Uma pesquisa apresentada na segunda-feira (27), pela Universidade de Edimburgo, na Inglaterra, revelou que um em cada oito menores de idade em todo o mundo foi submetido a algum tipo de abuso infantil online nos últimos 12 meses. Isso inclui conversas sexuais indesejadas, pedidos de atos sexuais por parte de adultos ou outros jovens e “sextorsão”. O relatório “Into The Light”, realizado pelo Childlight Global Child Safety Institute, é o primeiro a medir a extensão do abuso online infantil em escala global.
Baseado em estatísticas oficiais e dados de organizações não-governamentais, o relatório foi descrito por Paul Stanfield, CEO do Childlight, como uma pandemia global, comparável à Aids e à Covid-19 e deveria ser tratado dessa maneira:
“Mas isso não acontece, pois muitas vezes é uma realidade difícil de encarar”, afirmou.
O relatório da Childlight resultou da compilação de dados de mais de 36 milhões de situações reportadas por plataformas digitais a organizações policiais como a Interpol, além de pesquisas e análises de 125 estudos acadêmicos e de ONGs. O trabalho considera como abuso a visualização de imagens pornográficas de menores de 18 anos, flertes ou conversas sexuais, interação sexualmente explícita via webcam e pagamento para obter imagens ou realizar interações sexuais.

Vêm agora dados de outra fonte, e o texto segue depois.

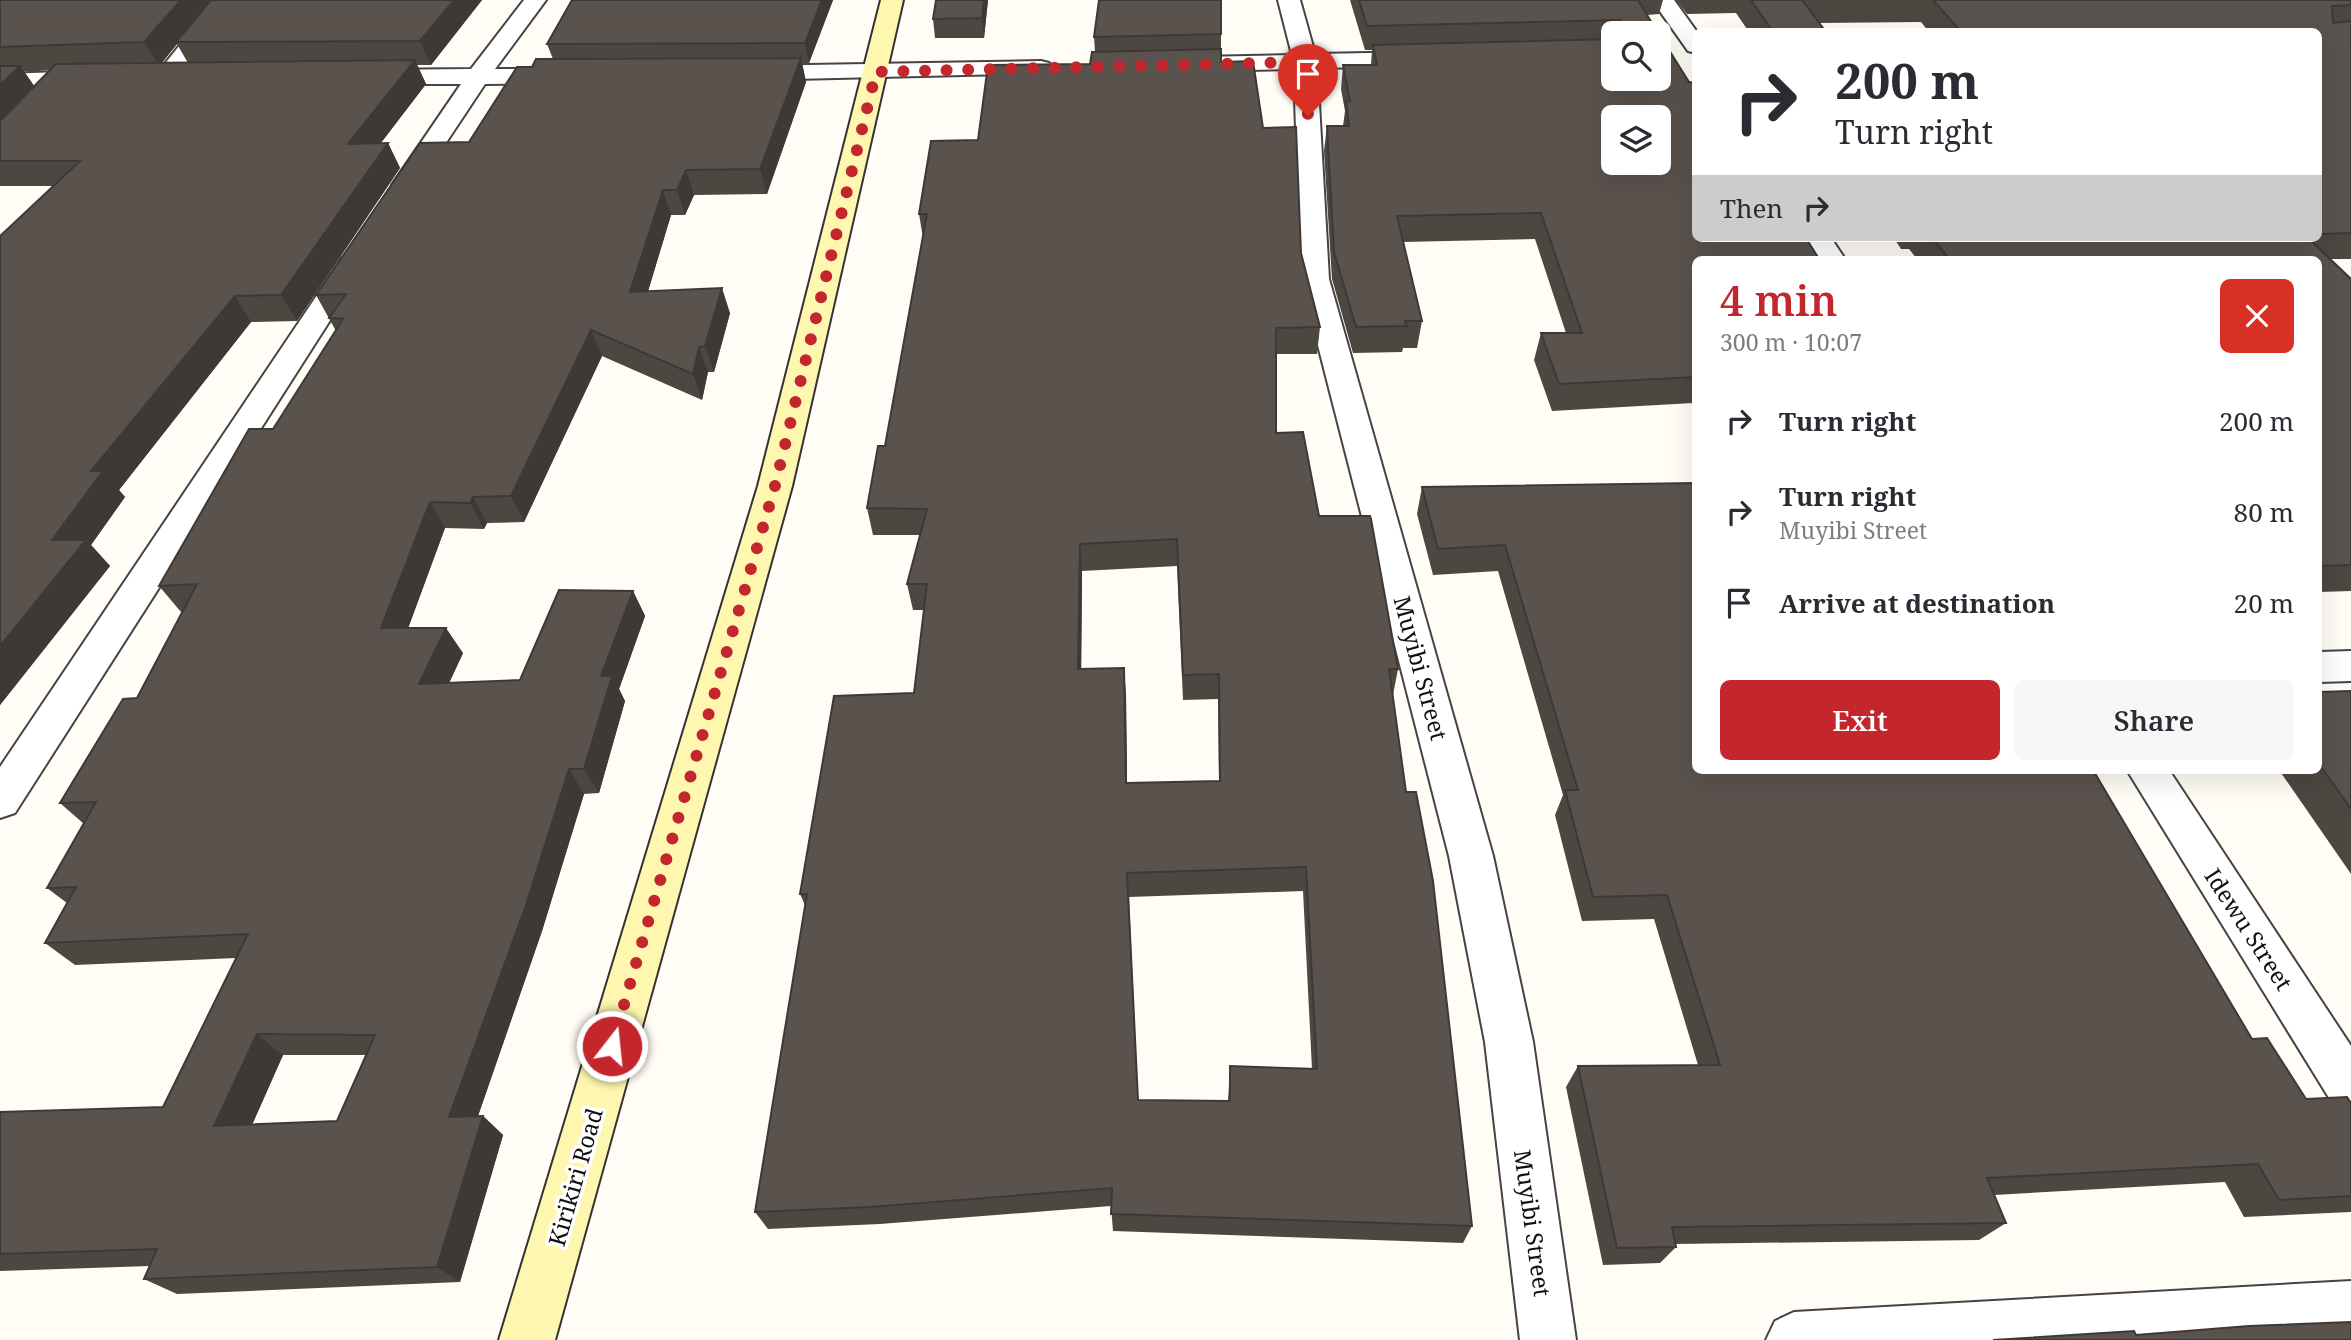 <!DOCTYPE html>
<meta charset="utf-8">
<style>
body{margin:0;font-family:"Noto Serif",serif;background:#f7f7f7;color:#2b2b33;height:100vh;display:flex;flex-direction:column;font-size:26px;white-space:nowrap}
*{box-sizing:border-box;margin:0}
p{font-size:23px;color:#7c7c81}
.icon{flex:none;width:38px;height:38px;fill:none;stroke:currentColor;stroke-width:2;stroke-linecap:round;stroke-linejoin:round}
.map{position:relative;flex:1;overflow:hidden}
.panel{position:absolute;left:1692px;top:256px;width:630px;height:518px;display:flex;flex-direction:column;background:#fff;border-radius:10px;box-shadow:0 7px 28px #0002}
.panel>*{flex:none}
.top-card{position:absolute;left:1692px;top:28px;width:630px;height:214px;border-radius:10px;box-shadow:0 7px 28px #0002;background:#fff;color:#2b2b33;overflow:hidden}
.buttons{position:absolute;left:1601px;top:21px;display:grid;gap:14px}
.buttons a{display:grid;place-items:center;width:70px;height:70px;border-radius:10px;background:#fff;box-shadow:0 7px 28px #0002;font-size:35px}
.pin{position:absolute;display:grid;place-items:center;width:60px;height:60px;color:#fff;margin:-72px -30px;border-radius:50% 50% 50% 0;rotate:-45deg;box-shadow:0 0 7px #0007}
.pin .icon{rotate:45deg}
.me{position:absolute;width:77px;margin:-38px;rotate:16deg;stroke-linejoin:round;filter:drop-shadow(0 0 5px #0008)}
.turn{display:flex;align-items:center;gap:24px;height:147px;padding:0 28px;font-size:32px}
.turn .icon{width:91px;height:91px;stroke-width:2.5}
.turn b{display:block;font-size:49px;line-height:60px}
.then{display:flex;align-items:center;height:66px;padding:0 28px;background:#0003;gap:14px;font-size:26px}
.round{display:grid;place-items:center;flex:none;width:74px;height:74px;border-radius:10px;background:#f7f7f7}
.overview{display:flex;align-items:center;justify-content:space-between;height:119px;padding:0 28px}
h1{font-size:42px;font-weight:600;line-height:52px;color:#c4262e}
.cta{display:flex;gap:14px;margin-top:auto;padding:14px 28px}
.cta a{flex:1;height:80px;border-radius:10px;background:#c4262e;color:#fff;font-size:28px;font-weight:600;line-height:80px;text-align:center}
.cta a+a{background:#f7f7f7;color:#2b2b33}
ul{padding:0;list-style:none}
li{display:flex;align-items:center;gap:21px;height:91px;padding:0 28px}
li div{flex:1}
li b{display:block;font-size:26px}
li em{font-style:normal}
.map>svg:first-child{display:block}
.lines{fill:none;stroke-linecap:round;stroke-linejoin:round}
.street-casing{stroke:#444;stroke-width:4}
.secondary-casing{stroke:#333;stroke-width:4}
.street{fill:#fff;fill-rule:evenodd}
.secondary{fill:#fff6b0;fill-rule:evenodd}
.wall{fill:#4d4742;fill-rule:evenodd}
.shaded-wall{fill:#3f3936}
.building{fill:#5a524d;stroke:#3f3936;stroke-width:2;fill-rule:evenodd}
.route{stroke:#c4262e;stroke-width:12;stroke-dasharray:0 21.6}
.labels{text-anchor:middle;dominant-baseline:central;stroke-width:7;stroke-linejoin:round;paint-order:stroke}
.street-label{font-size:23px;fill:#111;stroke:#fff}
</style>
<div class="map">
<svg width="2351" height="1340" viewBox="0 0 2351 1340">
<rect width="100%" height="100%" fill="#fffdf5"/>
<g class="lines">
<defs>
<g id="street">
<path d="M216,0H239L175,81H159L155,76L159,71Z"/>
<path d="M524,0H546L495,69H562L570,71L574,76L570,81L562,83L485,84L414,191H396L392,185L461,84H370L362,82L358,77L362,72L370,70L471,69Z"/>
<path d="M1278,0H1300L1315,54L1422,52L1430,54L1434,59L1430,64L1422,66L1317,68L1329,279L1493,856L1533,1042L1576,1340H1520L1485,1042L1449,856L1301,279L1294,69L1199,71L1191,69L1187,64L1191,59L1199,57L1292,55Z"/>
<path d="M1652,0H1674L1697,32L1696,53L1688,51Z"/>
<path d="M1041,61L1049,63L1053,68L1049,73L751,80L743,78L739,73L743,68L751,66Z"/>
<path d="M93,71L101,73L105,78L101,83L0,88V74Z"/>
<path d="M1803,238H1831L1845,259H1817Z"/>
<path d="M352,255L362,258L366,264L15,813L0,818V767L338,264L342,258Z"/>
<path d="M2351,651V681L2319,682V652Z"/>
<path d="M2127,770H2169L2351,1046V1113L2334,1106Z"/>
<path d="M2351,1281V1335L2268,1340H1766L1775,1321L1794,1312Z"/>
</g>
<path id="secondary" d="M881,0H903L792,486L555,1340H499L758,486Z"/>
</defs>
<use href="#street" class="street-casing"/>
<use href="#secondary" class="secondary-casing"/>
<use href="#street" class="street"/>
<use href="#secondary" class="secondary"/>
</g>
<g class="wall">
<path d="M0,0H482L431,65H417L426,84L380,144L388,143L400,168L297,321L251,322L119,490L125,497L91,545L110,566L0,705L53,186H0ZM177,44L188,63H162ZM50,70L34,86L24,71H38Z"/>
<path d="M833,0L809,63H802L806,82L767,194L694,195L685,215H671L648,291L730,313L714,372H708L702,400L602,356L524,522L487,523L484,529L445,528L408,628L463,653L449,683L520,680L633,591L645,616L619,689L625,701L599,793L584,794L542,931L478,1116H483L503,1135L460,1282L177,1294L144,1279L150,1266L0,1271V1112L163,1107L236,958L75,965L45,943L67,903L47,888L84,824L60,803L137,698L183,612H181L159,586L273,429L336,331L316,295L469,142L532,67L553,59L547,44ZM283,1055H366L337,1121L252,1125Z"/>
<path d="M936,0H988L984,38H935L933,19Z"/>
<path d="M1221,0V62L1263,128L1301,253L1320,327L1317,354H1276V433L1398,669L1393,695L1406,792L1472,1226L1463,1243L1113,1231L1111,1206L880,1224L768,1229L755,1212L805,905L800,894L914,693L924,610H913L907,584L920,535H873L867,508L885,446L923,238L919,214L978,140L1090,64L1095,52L1094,37ZM1177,566L1183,700L1218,699L1219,781L1127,783L1126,694L1081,669L1082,571ZM1303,891L1312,1069L1230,1066L1228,1101L1138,1100L1129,897Z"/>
<path d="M1350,0H1663L1659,14L1647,15L1658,33H1614V79L1696,259V409L1693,403L1552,411L1534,360L1541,333H1566L1535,239L1403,242L1422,321L1417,348H1403L1402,352L1353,353L1332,279L1324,151L1327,126H1343L1345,111L1341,89L1343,65H1371L1372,50H1365Z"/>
<path d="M1676,0H2351V259H2330L2351,279V591L2319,592V259H1917L1909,249H1901L1894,238H2319V32H1929L1921,22L1819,23L1826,32H1749L1736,13L1687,14Z"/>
<path d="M1696,483V770H2100L2096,775L2252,1039L2306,1099L2351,1103V1212L2244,1217L2225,1182L1994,1195L2006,1223L1979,1240L1675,1244L1676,1247L1660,1263L1603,1265L1566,1087L1578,1066L1698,1065L1654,919L1582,921L1555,815L1563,795L1498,571L1433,575L1417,514L1422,487Z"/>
<path d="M2351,691V874L2279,770H2319V692Z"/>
</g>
<g class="shaded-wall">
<path d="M181,0H214L176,42L177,44L159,66L144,42Z"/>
<path d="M454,0H482L431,65L420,41Z"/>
<path d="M822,0H833L809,63L805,43Z"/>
<path d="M984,0H988L984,38L982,18Z"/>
<path d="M801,58L806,82L767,194L760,169Z"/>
<path d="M415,60L426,84L361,169L348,144Z"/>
<path d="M20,66L37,90L0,127V85Z"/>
<path d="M388,143L400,168L297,321L281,295Z"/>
<path d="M686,170L694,195L685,215L677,190Z"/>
<path d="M663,190L671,215L640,318L630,292Z"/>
<path d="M722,288L730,313L714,372L705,346Z"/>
<path d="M235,296L251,322L119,490L125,497L91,545L110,566L0,705V646L52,540L91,471Z"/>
<path d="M591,330L602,356L524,522L511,496Z"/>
<path d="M699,347L708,372L702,400L693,374Z"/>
<path d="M473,497L487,523L484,529L470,503Z"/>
<path d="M430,502L445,528L399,653L381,628Z"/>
<path d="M1080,544L1082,571L1081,695L1078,669Z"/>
<path d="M633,591L645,616L619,689L625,701L599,793L584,769L601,676Z"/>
<path d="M446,628L463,653L437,709L419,684Z"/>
<path d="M1124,668L1126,694L1127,808L1126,783Z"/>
<path d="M569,769L584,794L542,931L471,1136L449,1117Z"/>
<path d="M257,1034L283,1055L243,1145L214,1126Z"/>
<path d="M483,1116L503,1135L460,1282L437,1267Z"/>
</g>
<g class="building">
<path d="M0,0H181L144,42L0,47Z"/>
<path d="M211,0H454L420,41L176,42Z"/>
<path d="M572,0H822L805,43L547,44Z"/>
<path d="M936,0H984L982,18L933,19Z"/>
<path d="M1099,0H1221V34L1094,37Z"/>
<path d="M1359,0H1638L1658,33H1621L1623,23L1620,20L1367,26Z"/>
<path d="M1751,0H1802L1826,32H1773Z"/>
<path d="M1933,0H2351V5L2332,6L2333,23L2351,21V233L2319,234V32H1961Z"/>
<path d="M1659,34L1689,82L1696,83V238H1806L1819,259H1696V377L1559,384L1541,333H1582L1541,213L1397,216L1422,321H1405L1407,326L1356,327L1334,252L1327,126H1349L1346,101H1350L1343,65H1377L1373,45L1614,39V79H1659ZM1614,117H1659V163H1614Z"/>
<path d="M1221,49V62L1253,61L1263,128L1296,127L1301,253L1320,327L1276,328V433L1303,432L1319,516H1370L1371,519L1398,669H1389L1406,792H1416L1433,881L1472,1226L1111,1214L1112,1188L870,1207L755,1212L807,894H800L834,696L914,693L927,584H907L927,509L867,508L878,446H885L927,214H919L931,141L978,140L988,65L1090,64L1092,52ZM1177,539L1183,675L1219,674L1220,781L1126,783L1124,668L1078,669L1080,544ZM1306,867L1317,1069L1230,1066V1101L1138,1100L1127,873Z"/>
<path d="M801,58L760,169L686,170L677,190H663L630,292L722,288L705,346L699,347L693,374L591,330L511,496L473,497L470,503L430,502L381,628H446L419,684L520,680L559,590L633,591L601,676H612L584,769H569L525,908L449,1117L483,1116L437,1267L144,1279L157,1249L0,1254V1112L163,1107L248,934L45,943L76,887L47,888L96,802L60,803L123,699L137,698L197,584L159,586L249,429H273L343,319L329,318L346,294L316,295L420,143L469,142L517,67H532L536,59ZM257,1034L375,1035L337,1121L214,1126Z"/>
<path d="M415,60L348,144L388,143L281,295L235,296L91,471H103L52,540H86L0,646V236L80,161H0V121L56,64Z"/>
<path d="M0,66H20L0,85Z"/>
<path d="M1933,238H2308L2351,279V565L2319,566V259H1949Z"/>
<path d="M1696,483V770H2093L2252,1039L2267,1038L2306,1099L2347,1097L2351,1103V1196L2279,1200L2258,1164L1987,1178L2006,1223L1672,1227L1676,1247L1617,1248L1578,1066L1720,1065L1667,895L1593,897L1565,790H1578L1505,545L1438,549L1422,487Z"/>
<path d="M2351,691V809L2319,764V692Z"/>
<path d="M2351,1322V1340H1993L2134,1331L2136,1335L2249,1326Z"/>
</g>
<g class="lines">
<path class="route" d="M612,1046L775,486L876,72L1305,62L1308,116"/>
</g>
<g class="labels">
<g class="street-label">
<text transform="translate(1421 668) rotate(75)">Muyibi Street</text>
<text transform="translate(2249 929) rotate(57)">Idewu Street</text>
<text transform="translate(575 1177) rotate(-74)">Kirikiri Road</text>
<text transform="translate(1533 1223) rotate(82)">Muyibi Street</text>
</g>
</g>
</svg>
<div class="buttons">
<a><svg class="icon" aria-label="search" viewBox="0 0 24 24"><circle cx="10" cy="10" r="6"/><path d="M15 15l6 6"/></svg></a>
<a><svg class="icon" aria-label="layers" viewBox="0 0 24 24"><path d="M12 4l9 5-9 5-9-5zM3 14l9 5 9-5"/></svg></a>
</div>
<div class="pin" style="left:1308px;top:116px;background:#d93025"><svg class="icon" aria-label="arrive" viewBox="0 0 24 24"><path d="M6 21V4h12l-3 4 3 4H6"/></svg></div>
<svg class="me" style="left:612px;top:1046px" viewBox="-20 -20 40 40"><circle r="17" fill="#c4262e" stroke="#fff" stroke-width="3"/><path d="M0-11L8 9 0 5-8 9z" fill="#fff"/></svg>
<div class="top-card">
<div class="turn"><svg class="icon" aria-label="right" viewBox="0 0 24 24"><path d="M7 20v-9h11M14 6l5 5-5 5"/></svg><div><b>200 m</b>Turn right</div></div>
<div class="then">Then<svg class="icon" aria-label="right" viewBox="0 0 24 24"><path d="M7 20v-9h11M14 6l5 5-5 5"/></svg></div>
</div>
<section class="panel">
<div class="overview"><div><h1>4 min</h1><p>300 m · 10:07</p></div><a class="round" style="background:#d93025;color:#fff"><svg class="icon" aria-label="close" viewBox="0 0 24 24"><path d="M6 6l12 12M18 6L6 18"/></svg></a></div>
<ul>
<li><svg class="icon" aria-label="right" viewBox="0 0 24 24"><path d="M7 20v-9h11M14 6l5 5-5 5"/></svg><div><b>Turn right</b></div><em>200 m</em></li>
<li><svg class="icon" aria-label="right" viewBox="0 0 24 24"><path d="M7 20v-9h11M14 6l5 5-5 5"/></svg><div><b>Turn right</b><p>Muyibi Street</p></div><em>80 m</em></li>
<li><svg class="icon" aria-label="arrive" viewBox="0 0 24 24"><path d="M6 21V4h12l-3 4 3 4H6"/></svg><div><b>Arrive at destination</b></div><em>20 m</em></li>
</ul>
<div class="cta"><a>Exit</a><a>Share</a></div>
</section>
</div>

Abuso online disparou após Covid-19
Segundo a pesquisa, um caso de abuso infantil é relatado às autoridades a cada segundo. Além disso, 3,5% das crianças experimentaram algum tipo de extorsão sexual pela internet nos últimos 12 meses. Na “sextorsão”, os abusadores exigem dinheiro para manter as imagens privadas e utilizam IA generativa para produzir deepfakes das vítimas.
O relatório destaca que 11% dos homens nos EUA, 7% no Reino Unido e 7,5% na Austrália relataram ter se envolvido em comportamentos online que poderiam ser classificados como abuso infantil em algum momento da vida. Em algumas regiões, um em cada nove homens cometeu ofensas sexuais online contra crianças.
A pesquisa revelou que cerca de 23% das crianças norte-americanas foram vítimas, no último ano, de captura, compartilhamento e exposição não consensual a imagens e vídeos sexuais. Globalmente, a região com maior índice de abuso online infantil é a África Oriental, com 20,4% de prevalência. Na América Latina e Caribe, a taxa média é de 11,6%; no Leste da Ásia e Oceania, é de 13%; e na Europa e EUA, pouco mais de 9%.
O Sul da Ásia é a região com maior incidência de hospedagem de material pornográfico infantil (29%), mas os dados podem ser distorcidos por recursos que permitem aos perpetradores esconder sua localização real. Paul Stanfield observou que os casos dispararam desde que a Covid-19 mudou os hábitos online do mundo.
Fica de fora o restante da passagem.